Prepare Your Database

Configure your database for use with Nodestream.

In this tutorial, we'll walk you through preparing your database for use with Nodestream.

Database Migrations

Nodestream uses a concept called "database migrations" to manage changes to your database schema over time. Despite graph databases generally not having an enforced schema, nodestream uses a schema to define the structure of your data. Additionally, it uses migrations to suggest indexes and constraints to the database to improve performance and data integrity (e.g. unique constraints) where the database supports it. As your application evolves, you'll need to make changes to your database schema to accommodate new features or bug fixes. In nodestream this is achieved by making changes to your pipelines file. Nodestream will then generate the necessary migrations for you.

Generating Database Migrations

To generate a new migration, run the following command:

nodestream migrations make

When you run this command, Nodestream will generate a new migration file in the migrations directory of your project. The file will contain a list of operations that need to be performed to bring your database schema up to date. In the case of a new project, the migration will contain the operations to create the initial schema.
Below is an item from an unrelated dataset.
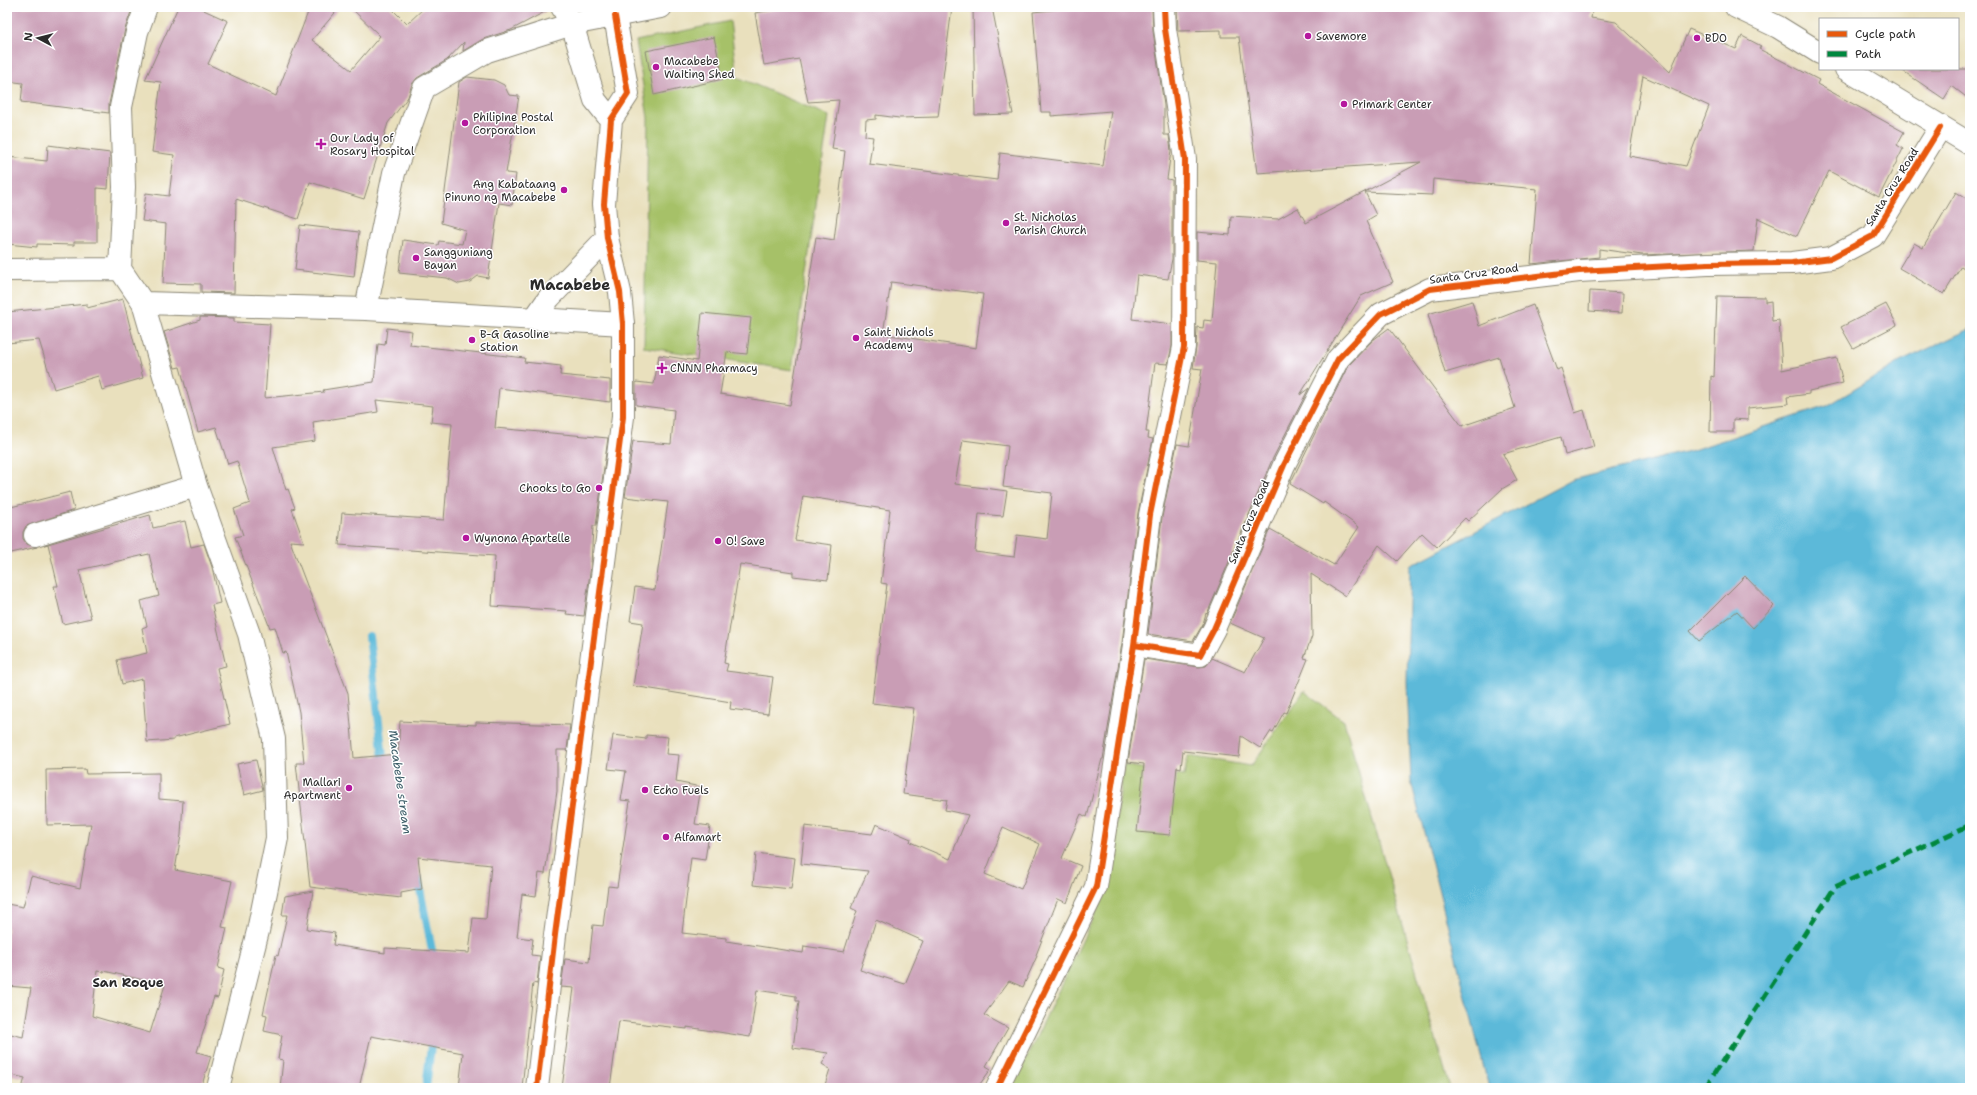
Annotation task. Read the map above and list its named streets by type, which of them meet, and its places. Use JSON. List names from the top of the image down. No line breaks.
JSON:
{"streets":{"street":["Santa Cruz Road"]},"districts":["Macabebe","San Roque"],"water":["Macabebe stream"],"places":{"other":["Savemore","BDO","Macabebe Waiting Shed","Primark Center","Philipine Postal Corporation","Ang Kabataang Pinuno ng Macabebe","St. Nicholas Parish Church","Sangguniang Bayan","Saint Nichols Academy","B-G Gasoline Station","Chooks to Go","Wynona Apartelle","O! Save","Mallari Apartment","Echo Fuels","Alfamart"],"health":["Our Lady of Rosary Hospital","CNNN Pharmacy"]},"legend":["Cycle path","Path"],"north":"left"}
The output of the command will look something like this:

Which will produce output like this:

Generated migration 20240209081151.
The migration contains 4 schema changes.
- Create node type Employee
- Add additional index for node type Employee on field last_ingested_at
- Create relationship type REPORTS_TO
- Add additional index for relationship type REPORTS_TO on field last_ingested_at
Migration written to migrations/20240209081151.yaml
Run `nodestream migrations run` to apply the migration.

Configuring Your Database Connection

Before you can run the migrations or a pipeline, you'll need to configure your database connection. To do this, open the nodestream.yaml file in the root of your project and add you should see a section like this:

targets:
my-db:
database: neo4j
password: neo4j123
uri: bolt://localhost:7687
username: neo4j

Replace the uri, username, and password with the connection details for your database. Be sure to setup your database with the APOC Plugin, otherwise you may get the following error when running your pipeline: There is no procedure with the name apoc.periodic.iterate registered for this database instance.

If you just want to get up and running quickly, you can use run this docker command to start a local Neo4j instance with the same default credentials:

docker run \
--restart always \
--publish=7474:7474 --publish=7687:7687 \
--env NEO4J_AUTH=neo4j/neo4j123 \
--env NEO4J_PLUGINS='["apoc","bloom"]' \
neo4j:5

WARNING: Do not use the default credentials or credentials that are stored in your source code in a production (or really any) environment. Always use environment variables or a secrets manager to store your credentials. Read more about this here.

note

Always check the database specific documentation for all prerequisites and configuration options here.

Running Migrations

To run the migrations we just created, run the following command:

nodestream migrations run --target my-db

When you run this command, Nodestream will apply all pending migrations to your database and bring your schema up to date.

The output of the command will look something like this:

 - Migrations executed on target my-db.

That's it! Your database is now ready to use with Nodestream.